[RECORDS TO PROCESS]

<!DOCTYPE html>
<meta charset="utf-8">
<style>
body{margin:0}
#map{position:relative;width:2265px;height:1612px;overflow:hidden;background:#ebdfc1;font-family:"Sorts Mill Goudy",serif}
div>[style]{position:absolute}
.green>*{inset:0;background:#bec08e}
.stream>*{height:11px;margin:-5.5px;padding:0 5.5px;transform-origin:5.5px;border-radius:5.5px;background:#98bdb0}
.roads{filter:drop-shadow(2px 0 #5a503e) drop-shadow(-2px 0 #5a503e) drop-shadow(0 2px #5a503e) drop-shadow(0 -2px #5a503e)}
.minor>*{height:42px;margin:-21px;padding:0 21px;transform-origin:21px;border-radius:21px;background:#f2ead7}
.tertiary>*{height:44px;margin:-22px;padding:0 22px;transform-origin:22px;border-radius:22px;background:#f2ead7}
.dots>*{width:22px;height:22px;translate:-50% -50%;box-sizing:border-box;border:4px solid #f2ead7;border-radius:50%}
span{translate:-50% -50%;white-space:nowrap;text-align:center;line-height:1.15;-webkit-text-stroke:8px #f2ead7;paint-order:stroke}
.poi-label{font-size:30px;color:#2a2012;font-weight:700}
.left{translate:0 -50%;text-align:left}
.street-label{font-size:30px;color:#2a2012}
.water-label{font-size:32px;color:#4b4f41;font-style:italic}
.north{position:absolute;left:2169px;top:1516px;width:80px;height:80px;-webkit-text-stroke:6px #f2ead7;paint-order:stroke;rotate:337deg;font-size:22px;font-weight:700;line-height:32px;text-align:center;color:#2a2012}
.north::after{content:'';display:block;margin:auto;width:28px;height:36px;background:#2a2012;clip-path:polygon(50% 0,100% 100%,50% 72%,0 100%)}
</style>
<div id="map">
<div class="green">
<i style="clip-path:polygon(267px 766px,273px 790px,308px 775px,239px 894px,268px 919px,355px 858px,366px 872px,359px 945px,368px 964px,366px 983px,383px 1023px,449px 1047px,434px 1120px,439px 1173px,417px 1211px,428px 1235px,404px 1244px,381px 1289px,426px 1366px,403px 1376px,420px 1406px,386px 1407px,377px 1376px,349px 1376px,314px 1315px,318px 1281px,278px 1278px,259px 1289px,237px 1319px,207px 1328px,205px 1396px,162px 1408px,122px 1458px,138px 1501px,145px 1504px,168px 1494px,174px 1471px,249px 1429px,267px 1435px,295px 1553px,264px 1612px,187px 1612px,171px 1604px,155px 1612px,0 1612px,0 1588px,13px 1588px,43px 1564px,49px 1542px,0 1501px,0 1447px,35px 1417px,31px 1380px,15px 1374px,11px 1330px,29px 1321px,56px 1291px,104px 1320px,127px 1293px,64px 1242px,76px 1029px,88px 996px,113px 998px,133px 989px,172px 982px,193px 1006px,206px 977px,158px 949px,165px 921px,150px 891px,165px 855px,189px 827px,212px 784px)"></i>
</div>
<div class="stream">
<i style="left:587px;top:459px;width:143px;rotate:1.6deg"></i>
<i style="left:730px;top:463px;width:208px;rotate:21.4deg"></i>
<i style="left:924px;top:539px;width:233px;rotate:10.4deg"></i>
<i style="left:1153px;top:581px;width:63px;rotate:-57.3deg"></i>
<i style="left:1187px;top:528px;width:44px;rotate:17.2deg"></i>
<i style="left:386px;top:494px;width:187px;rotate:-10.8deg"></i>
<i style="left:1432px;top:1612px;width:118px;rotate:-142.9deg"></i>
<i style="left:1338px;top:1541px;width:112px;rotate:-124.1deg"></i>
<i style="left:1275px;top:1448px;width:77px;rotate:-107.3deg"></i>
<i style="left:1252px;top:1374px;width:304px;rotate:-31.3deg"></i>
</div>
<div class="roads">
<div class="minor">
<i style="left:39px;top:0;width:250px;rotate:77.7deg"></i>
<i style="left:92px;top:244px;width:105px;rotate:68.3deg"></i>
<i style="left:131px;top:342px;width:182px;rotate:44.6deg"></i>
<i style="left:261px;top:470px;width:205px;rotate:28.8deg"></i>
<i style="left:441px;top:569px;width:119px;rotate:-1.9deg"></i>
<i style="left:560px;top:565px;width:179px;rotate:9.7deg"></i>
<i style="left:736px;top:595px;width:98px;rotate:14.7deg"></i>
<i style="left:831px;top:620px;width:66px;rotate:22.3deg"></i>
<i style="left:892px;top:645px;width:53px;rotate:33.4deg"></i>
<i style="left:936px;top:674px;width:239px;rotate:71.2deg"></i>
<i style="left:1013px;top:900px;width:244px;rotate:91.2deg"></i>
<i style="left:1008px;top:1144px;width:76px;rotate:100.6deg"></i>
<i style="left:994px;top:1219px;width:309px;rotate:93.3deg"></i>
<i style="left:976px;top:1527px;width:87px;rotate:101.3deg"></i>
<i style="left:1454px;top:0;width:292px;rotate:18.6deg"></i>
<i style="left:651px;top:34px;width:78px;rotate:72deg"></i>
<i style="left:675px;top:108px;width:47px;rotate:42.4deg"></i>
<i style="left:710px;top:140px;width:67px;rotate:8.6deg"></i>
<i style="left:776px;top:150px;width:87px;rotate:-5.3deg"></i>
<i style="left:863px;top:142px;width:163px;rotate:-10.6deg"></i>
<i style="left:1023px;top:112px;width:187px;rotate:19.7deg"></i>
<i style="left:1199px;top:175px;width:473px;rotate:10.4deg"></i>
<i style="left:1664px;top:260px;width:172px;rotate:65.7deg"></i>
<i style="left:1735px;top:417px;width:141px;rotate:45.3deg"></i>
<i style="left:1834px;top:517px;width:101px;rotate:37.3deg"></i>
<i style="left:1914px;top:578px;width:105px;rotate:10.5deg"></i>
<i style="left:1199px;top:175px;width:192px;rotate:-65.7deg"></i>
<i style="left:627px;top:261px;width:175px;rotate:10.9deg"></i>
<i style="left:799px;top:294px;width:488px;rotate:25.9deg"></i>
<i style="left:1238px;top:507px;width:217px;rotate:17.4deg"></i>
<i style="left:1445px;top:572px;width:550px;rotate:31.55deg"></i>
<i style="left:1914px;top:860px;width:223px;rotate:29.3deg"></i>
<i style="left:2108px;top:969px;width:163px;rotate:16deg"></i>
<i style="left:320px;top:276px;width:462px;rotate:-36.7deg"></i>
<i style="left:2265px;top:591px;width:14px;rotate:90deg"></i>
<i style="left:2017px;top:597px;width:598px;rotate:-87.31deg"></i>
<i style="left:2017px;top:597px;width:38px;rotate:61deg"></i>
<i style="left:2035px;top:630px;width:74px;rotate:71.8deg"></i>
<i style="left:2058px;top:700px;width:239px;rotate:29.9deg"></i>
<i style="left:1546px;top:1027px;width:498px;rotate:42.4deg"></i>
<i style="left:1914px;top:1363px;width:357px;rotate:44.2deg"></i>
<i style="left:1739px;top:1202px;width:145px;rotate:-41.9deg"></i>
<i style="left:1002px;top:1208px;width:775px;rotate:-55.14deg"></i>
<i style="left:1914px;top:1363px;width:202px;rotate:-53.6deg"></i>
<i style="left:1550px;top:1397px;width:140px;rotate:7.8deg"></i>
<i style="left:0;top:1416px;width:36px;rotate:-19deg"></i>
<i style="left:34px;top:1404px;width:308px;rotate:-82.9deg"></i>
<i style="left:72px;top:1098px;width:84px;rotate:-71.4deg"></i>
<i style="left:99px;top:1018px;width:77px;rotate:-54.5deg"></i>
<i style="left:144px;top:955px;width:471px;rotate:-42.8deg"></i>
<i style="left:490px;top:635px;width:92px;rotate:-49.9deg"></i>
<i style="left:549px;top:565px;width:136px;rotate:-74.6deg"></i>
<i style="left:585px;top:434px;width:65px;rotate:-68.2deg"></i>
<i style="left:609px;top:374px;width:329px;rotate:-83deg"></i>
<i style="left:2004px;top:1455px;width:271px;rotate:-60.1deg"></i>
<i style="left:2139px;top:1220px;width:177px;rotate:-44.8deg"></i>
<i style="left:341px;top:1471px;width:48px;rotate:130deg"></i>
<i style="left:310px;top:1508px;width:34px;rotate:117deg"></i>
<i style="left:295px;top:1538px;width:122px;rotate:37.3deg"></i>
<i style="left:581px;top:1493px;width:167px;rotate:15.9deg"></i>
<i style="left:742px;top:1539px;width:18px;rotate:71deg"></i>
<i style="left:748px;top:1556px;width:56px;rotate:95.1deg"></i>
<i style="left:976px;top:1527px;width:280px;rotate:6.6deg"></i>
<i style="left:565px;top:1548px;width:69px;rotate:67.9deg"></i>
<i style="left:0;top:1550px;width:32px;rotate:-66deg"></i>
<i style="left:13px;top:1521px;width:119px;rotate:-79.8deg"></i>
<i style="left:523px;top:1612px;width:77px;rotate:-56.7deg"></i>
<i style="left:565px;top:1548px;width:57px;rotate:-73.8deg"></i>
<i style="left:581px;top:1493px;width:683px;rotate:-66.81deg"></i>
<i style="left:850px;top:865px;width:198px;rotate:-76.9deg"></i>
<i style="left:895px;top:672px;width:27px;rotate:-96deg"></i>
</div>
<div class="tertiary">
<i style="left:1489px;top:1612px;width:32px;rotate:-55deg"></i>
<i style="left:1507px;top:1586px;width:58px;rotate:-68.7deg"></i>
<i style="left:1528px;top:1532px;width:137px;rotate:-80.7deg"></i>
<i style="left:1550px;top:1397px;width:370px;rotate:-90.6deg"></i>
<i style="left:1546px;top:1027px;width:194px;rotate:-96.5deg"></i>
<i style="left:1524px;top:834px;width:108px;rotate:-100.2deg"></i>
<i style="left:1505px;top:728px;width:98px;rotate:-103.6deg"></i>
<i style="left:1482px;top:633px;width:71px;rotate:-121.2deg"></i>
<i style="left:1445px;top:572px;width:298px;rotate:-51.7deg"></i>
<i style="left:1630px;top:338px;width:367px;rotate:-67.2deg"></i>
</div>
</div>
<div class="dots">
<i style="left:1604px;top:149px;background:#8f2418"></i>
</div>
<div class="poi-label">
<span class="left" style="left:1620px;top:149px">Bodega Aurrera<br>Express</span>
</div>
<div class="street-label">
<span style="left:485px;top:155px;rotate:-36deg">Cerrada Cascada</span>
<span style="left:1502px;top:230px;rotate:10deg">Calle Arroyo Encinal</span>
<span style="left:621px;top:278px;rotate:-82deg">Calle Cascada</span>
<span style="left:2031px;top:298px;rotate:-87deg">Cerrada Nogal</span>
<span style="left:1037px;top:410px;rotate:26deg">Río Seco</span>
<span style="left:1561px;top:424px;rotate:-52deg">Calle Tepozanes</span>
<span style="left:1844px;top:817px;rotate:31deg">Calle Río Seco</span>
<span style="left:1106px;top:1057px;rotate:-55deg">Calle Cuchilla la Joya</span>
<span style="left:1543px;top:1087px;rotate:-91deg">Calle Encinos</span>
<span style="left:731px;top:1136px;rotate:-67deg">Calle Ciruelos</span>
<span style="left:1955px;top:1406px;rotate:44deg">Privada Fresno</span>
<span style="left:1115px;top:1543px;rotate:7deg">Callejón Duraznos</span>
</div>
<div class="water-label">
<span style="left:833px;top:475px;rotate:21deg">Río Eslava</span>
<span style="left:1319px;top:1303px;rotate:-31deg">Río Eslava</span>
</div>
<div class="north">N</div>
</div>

[/RECORDS TO PROCESS]

YOUR GOAL
Find the lines above holding the word "stream" and show them.

TASK ANSWER
.stream>*{height:11px;margin:-5.5px;padding:0 5.5px;transform-origin:5.5px;border-radius:5.5px;background:#98bdb0}
<div class="stream">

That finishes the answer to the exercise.